You could run Camtasia to record the screen when playing the video game. This is a common tool to create a video from what's happening on the screen. If you have a slower machine, it will be a monster headache.
If you're running a PC game check to see if it does in-game recording to an AVI or MPG or MOV file. Or maybe it will frame-capture to BMP or TGA. Either option will give you something to load up into Vegas for editing. Another option is to run the VGA signal to a down-converter, making it NTSC and then recording that through your DV camera or digitizing card.
If it's a console game you should be able to just plug the AV output jacks right into your camera or card.
Camtasia is a deadly piece of software and probably will NOT work for this. A guy in the office down the hall just tried making UT2k3 demo videos w/ Camtasia and they, well, sucked. Quality was alright, if 8 frames per second is your thing. Best bet is get a tool like Fraps, I think it's called, which is a shareware, high-level game demo recorder. Many games, including Half Life, Quake 1-3, and UT?, have demo video capture modes. You just hit F9 or something and voila. It varies game to game. A lot of this is going to depend on your RAM, willingness to burn disk space, and video card, but good luck!

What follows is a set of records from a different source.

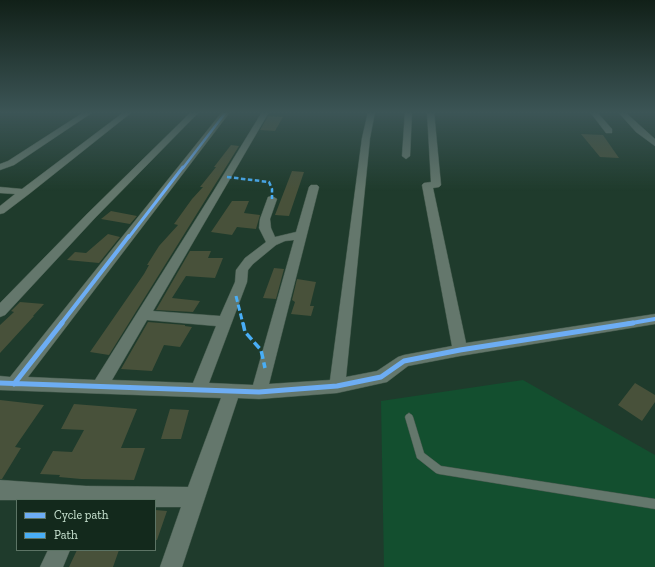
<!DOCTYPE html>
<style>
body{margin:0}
#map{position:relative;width:655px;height:567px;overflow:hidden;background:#1f3b2c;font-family:"Zilla Slab",serif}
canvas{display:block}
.legend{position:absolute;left:16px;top:499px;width:140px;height:52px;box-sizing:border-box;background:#13291c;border:1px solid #5c7465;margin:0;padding:5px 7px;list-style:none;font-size:12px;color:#cae4d2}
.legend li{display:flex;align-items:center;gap:8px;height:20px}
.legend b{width:20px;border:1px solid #5c7465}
</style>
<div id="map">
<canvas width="655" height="567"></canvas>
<ul class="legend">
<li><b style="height:5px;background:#6dadf4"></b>Cycle path</li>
<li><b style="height:5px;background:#49aef6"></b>Path</li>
</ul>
</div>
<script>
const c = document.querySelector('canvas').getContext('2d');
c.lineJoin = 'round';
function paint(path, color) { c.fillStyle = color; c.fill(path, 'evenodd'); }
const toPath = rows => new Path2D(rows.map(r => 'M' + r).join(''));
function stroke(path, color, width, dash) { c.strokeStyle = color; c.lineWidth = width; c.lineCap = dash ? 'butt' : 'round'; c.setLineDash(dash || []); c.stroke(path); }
paint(toPath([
 [523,380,655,455,655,567,384,567,381,401]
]), '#134f2f');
paint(toPath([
 [268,116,283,117,275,131,260,130],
 [581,134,603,135,619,158,600,157],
 [231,145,239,146,109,355,90,352,144,274,149,265,147,265,159,246,178,225,174,224,192,199,203,187,200,187,216,167,214,167],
 [292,171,304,172,289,216,275,215],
 [232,201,249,201,244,213,260,215,256,229,237,227,232,235,211,232],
 [111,211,137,216,130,224,101,219],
 [108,234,120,237,99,263,67,260,75,252,86,253],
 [190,251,211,251,208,258,223,258,215,278,186,276,172,298,200,301,193,312,156,310],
 [274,268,284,269,276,299,263,298],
 [297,279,316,282,310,306,314,306,311,316,291,314,295,302,292,300],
 [20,302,44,304,33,316,34,316,0,353,0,325,14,312,11,311],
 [148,322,185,325,185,326,192,327,180,347,164,345,152,371,121,369],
 [635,383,655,395,655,402,642,421,618,405],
 [0,400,44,405,15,447,21,448,2,479,0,479],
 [74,404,137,409,121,448,145,448,134,480,81,479,59,477,60,475,40,474,53,451,72,452,84,430,61,429],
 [170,409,189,410,181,439,161,439],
 [155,510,167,511,157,540,155,540],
 [77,550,119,550,113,567,69,567]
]), '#48513a');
const lane = toPath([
 [409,413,412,415,413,417,424,453,441,466,655,499,655,509,439,474,436,473,417,458,405,417,406,415,409,413]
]);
const street = toPath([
 [84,112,93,112,14,165,0,170,0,164,8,161,84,112],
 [124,112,132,112,29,194,4,213,0,214,0,206,15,194,0,193,0,187,22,189,124,112],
 [191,112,199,112,95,218,5,315,0,317,0,303,87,214,191,112],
 [222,112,230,112,28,377,95,380,213,192,262,112,269,112,153,311,220,316,235,282,236,270,245,258,266,242,259,228,260,219,268,197,272,196,277,199,270,219,271,228,275,237,296,232,309,187,311,185,317,185,319,187,269,384,330,380,362,138,368,112,375,112,370,138,346,377,377,371,398,357,404,355,452,346,422,185,424,183,431,182,427,112,434,112,441,185,439,187,433,188,466,343,655,314,655,324,460,356,408,366,387,382,337,393,259,399,238,398,182,567,160,567,181,507,155,507,155,500,0,500,0,480,86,486,188,487,221,398,0,390,0,376,10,377,222,112],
 [294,240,253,385,209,383,247,282,248,270,253,264,276,245,285,241,294,240],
 [147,320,216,326,193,383,112,380,147,320],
 [405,112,412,112,410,156,406,159,402,156,405,112],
 [590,112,597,112,612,129,612,133,606,133,590,112],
 [618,112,625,112,655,139,655,146,636,132,618,112],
 [48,550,70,550,63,567,40,567,48,550]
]);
stroke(lane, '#42584b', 1);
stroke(street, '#42584b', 1);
paint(lane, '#64776c');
paint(street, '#64776c');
stroke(toPath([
 [227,177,269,182,272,189,272,199]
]), '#49aef6', 2.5, [4.5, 2.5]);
stroke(toPath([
 [236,296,243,324]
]), '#49aef6', 3, [6, 3]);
stroke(toPath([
 [243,323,245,332,261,350,265,368]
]), '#49aef6', 3.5, [8, 3.5]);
stroke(toPath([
 [183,168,226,112]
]), '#6dadf4', 2.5);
stroke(toPath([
 [129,237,183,167]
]), '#6dadf4', 3);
stroke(toPath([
 [61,324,129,236],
 [626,324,655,319]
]), '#6dadf4', 4);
stroke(toPath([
 [0,383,259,392,337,386,381,377,404,361,460,350,633,323],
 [14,384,62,323]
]), '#6dadf4', 5);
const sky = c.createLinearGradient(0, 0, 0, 191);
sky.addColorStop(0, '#112018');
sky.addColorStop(0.59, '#3c5556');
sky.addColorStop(1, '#3c555600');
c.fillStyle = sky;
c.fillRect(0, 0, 655, 191);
</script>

quake3 games support a console command to dump image sets of what is on screen.. cl_avidemo is the command, followed by a number representing what fps you want. eg.. cl_avidemo 25. Change the number to 0 to stop dumping frames. Unfortunately vegas 4 doesn't import .tga files, so you will need to look at converting them into a format that vegas does support. Virtual Dub (freeware) is ideal.
Other games engines support similar frame dumping to screenshots, failing that use fraps, as suggested. Fraps also performs audio dumping, apparently.